The name of the marturina indicates that it was originally an in-kind tax, collected in marten's fur. Similar taxes—payable in the form of an animal's fur—also existed in other territories. These taxes were typically paid by the Slavic inhabitants of the densely forested regions of Eastern Europe to the rulers of the neighboring nomadic peoples. There is a documented 1018 tribute paid by towns on the Dalmatian islands to the Republic of Venice, where Rab was charged in silk, Krk in fox pelts, while the towns of Osor and Beli on Cres were charged in marten pelts. An Arabic travel writer Abu Hamid al-Gharnati recorded in 1154 that a "land of Slavs" near the Danube used actual marten pelts embroidered with royal markings as currency, but did not specify the exact extent of the territory; because he also separately described travels in Hungary proper, it is assumed today that he meant the areas known as Slavonia at the time.

Historian Pál Engel proposes that the marturina was also "originally a special tax that the Slavs of Slavonia had to pay to their Hungarian overlord". The tax was also collected in other territories to the south of the Drava (in Požega and Valkó Counties).

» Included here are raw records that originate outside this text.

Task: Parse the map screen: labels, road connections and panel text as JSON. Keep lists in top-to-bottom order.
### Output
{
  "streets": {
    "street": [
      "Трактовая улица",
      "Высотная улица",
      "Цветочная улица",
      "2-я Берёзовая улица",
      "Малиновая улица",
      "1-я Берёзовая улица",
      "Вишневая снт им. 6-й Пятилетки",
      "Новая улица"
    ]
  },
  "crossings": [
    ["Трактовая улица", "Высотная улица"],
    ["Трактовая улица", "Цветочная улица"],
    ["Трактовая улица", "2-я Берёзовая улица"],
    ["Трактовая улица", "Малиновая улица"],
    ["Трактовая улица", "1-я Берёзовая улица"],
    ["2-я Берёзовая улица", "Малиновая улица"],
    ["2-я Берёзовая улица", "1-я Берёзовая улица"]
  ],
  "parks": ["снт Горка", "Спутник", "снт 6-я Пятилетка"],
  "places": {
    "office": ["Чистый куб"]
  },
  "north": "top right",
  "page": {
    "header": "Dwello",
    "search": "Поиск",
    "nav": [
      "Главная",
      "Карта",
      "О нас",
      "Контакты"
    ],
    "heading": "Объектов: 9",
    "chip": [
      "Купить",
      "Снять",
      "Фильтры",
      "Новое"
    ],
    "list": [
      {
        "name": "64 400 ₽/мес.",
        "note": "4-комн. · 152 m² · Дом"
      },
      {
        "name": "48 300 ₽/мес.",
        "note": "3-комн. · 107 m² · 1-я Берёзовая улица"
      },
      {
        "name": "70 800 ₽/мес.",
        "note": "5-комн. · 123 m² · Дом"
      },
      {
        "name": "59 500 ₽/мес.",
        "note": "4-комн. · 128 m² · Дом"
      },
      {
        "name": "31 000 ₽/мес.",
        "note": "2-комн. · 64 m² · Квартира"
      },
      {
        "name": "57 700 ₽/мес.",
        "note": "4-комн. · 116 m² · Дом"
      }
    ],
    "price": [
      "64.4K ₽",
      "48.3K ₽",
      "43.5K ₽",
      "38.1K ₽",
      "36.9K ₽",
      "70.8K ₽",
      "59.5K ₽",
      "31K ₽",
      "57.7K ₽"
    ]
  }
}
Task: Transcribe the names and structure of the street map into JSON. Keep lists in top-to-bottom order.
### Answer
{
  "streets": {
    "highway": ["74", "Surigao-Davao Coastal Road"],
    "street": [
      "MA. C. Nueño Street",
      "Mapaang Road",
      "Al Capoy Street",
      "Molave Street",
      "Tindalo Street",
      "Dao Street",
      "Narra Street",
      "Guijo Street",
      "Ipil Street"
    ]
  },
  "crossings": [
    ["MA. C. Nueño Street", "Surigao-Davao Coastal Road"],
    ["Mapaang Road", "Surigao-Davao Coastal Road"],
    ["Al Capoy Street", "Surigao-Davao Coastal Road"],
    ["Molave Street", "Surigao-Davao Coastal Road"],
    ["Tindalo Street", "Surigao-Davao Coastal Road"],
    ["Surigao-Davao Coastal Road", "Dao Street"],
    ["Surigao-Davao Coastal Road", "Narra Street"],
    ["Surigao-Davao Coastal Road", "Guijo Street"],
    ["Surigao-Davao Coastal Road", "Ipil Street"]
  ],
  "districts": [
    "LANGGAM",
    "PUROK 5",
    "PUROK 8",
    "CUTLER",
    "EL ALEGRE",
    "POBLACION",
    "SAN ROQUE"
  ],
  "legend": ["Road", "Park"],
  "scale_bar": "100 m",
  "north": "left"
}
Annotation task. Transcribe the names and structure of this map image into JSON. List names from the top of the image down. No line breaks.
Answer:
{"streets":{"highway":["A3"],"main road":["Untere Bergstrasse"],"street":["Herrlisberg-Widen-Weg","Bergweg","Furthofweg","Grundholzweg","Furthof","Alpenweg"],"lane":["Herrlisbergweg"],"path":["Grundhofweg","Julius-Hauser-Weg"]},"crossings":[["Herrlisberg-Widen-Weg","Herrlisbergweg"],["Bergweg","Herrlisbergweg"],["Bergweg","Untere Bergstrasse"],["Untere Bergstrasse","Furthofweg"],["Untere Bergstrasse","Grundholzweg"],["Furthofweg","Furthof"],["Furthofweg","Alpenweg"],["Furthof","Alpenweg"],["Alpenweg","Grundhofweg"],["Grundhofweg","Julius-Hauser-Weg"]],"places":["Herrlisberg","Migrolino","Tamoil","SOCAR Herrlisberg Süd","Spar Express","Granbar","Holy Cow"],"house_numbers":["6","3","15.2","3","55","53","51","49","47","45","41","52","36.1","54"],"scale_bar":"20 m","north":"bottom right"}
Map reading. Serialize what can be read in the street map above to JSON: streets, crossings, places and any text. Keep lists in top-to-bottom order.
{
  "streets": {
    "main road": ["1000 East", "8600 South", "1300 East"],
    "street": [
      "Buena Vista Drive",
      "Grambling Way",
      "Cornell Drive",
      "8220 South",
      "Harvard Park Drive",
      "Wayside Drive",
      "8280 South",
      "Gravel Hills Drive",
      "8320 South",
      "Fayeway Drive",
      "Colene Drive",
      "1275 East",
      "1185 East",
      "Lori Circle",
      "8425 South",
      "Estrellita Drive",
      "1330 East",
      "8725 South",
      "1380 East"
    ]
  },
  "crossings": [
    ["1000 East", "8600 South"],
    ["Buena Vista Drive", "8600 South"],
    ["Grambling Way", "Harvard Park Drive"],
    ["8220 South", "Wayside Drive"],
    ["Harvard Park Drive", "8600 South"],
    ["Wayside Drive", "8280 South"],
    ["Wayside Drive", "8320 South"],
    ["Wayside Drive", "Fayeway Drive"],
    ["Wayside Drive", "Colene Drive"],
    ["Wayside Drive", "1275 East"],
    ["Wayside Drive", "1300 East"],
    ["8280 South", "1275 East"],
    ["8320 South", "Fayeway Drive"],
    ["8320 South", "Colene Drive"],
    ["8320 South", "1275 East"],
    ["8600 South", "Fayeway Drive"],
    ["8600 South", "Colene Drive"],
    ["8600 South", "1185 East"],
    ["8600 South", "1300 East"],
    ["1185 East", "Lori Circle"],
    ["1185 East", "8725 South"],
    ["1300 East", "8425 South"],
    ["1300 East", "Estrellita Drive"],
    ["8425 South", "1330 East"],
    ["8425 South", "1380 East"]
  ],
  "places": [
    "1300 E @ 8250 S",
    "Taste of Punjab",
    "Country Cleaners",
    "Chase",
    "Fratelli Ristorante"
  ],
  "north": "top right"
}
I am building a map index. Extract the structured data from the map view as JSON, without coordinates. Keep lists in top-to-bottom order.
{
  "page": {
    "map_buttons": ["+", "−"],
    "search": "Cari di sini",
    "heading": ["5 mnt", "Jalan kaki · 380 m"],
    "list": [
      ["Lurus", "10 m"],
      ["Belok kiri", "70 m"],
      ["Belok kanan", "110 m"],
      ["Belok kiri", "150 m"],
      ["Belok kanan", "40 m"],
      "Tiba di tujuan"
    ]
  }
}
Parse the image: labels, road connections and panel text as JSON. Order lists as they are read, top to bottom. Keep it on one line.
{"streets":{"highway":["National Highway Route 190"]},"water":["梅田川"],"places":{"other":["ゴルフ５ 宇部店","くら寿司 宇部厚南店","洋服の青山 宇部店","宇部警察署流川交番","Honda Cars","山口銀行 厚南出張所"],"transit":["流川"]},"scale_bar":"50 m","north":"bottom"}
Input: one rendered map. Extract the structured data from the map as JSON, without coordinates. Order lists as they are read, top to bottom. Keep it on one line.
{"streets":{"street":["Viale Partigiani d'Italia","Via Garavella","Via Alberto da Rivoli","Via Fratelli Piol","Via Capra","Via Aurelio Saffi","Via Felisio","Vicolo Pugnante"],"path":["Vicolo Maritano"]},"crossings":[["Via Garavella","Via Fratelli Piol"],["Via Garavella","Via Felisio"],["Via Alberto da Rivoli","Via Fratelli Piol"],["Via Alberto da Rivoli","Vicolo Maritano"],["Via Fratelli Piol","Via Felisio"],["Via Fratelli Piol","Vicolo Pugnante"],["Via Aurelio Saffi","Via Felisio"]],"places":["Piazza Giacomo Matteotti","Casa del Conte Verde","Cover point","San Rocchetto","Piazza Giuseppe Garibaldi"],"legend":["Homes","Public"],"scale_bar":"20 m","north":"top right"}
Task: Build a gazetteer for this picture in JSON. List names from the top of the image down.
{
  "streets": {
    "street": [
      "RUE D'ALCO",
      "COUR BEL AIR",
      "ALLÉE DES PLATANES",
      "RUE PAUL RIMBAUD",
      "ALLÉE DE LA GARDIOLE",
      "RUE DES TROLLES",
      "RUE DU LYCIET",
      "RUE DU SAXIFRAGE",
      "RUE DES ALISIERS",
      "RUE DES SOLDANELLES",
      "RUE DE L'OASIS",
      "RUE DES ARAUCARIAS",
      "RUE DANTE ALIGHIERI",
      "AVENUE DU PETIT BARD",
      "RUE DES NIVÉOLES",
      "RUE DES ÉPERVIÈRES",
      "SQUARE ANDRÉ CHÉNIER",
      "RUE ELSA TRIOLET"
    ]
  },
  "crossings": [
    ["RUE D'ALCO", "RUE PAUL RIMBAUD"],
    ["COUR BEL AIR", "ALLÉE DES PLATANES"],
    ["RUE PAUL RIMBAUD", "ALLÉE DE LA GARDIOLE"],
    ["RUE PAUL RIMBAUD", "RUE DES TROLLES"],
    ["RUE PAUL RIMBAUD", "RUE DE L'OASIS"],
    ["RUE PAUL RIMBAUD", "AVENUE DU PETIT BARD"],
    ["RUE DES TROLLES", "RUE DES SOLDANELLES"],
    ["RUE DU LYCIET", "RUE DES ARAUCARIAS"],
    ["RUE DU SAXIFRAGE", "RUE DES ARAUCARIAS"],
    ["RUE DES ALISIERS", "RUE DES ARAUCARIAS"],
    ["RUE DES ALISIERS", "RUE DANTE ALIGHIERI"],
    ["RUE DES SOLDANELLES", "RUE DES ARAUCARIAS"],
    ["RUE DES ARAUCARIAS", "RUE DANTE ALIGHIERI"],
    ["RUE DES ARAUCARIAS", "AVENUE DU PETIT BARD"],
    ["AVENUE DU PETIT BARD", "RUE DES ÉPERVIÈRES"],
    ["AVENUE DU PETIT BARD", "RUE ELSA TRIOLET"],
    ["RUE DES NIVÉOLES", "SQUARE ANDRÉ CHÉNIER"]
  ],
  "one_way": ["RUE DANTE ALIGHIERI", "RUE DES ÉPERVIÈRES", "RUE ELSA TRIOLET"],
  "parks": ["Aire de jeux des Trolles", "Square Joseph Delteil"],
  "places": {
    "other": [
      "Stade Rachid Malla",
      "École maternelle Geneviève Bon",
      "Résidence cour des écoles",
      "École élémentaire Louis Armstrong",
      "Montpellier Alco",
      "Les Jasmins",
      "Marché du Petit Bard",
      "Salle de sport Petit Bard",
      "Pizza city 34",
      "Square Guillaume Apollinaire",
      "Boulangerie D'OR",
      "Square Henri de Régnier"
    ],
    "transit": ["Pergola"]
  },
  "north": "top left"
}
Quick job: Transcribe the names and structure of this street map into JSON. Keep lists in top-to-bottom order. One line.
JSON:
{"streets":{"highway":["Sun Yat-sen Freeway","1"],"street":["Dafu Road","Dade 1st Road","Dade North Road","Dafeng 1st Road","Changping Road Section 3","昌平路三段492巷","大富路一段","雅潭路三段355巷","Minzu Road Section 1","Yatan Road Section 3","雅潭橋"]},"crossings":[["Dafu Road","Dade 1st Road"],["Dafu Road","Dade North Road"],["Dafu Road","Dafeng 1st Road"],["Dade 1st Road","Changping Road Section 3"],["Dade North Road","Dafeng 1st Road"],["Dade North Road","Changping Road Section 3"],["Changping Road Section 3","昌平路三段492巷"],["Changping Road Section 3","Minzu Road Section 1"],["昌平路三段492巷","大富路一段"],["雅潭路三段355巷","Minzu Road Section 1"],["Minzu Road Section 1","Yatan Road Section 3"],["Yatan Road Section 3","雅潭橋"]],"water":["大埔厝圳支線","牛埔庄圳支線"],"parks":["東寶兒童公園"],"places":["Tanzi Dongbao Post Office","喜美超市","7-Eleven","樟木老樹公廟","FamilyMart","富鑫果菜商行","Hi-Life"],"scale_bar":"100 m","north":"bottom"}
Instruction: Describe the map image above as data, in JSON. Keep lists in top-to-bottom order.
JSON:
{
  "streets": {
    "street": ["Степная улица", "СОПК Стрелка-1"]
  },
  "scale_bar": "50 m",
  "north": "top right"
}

The earliest record of the term marturina is dated to the end of the 12th century. A document recorded in 1300 that those who were obliged to pay the marturina used to give one marten's fur to their lords in each year. During or before the reign of Coloman the Learned, King of Hungary (r. 1095–1116), the marturina was converted into a money tax. A Golden Bull of King Andrew from 1222 stated that the same tax was collected since the age of King Coloman. Initially, each mansio (or peasant household) was to pay 12 Freisach denars, but it was gradually raised during the 13th century before it was returned to its original rate around 1300. The currency minted in Slavonia after the Freisach denars, the denarius banalis (between 1235 and 1349), also consistently showed the picture of a marten. Those who were to pay marturina were also obliged to pay another tax, known as pondus. On the other hand, commoners paying the marturina were exempt of the chamber's profit (a tax collected in Hungary).

The marturina was initially a royal revenue, collected for the monarch, or for the duke who ruled Slavonia in the monarch's name. However, when parcels of the royal domain were given away, the grantee typically also seized the right to collect the royal taxes in his new estate. The marturina (and the pondus) collected in royal estates was attached to the honor of the Bans (or governors) of Slavonia in the 14th century. Revenues from the marturina made up around 8,000 florins in 1427.

==Legacy==
Croatian historian Vjekoslav Klaić (1904) and economic historian Zlatko Herkov (1956) examined the extent of the historical use of marturina/kunovina. Linguist Dalibor Brozović published a work about this in 1994, relying on the aforementioned sources, and his book was effectively the official rationale of the Croatian National Bank for switching from the name Croatian dinar to Croatian kuna.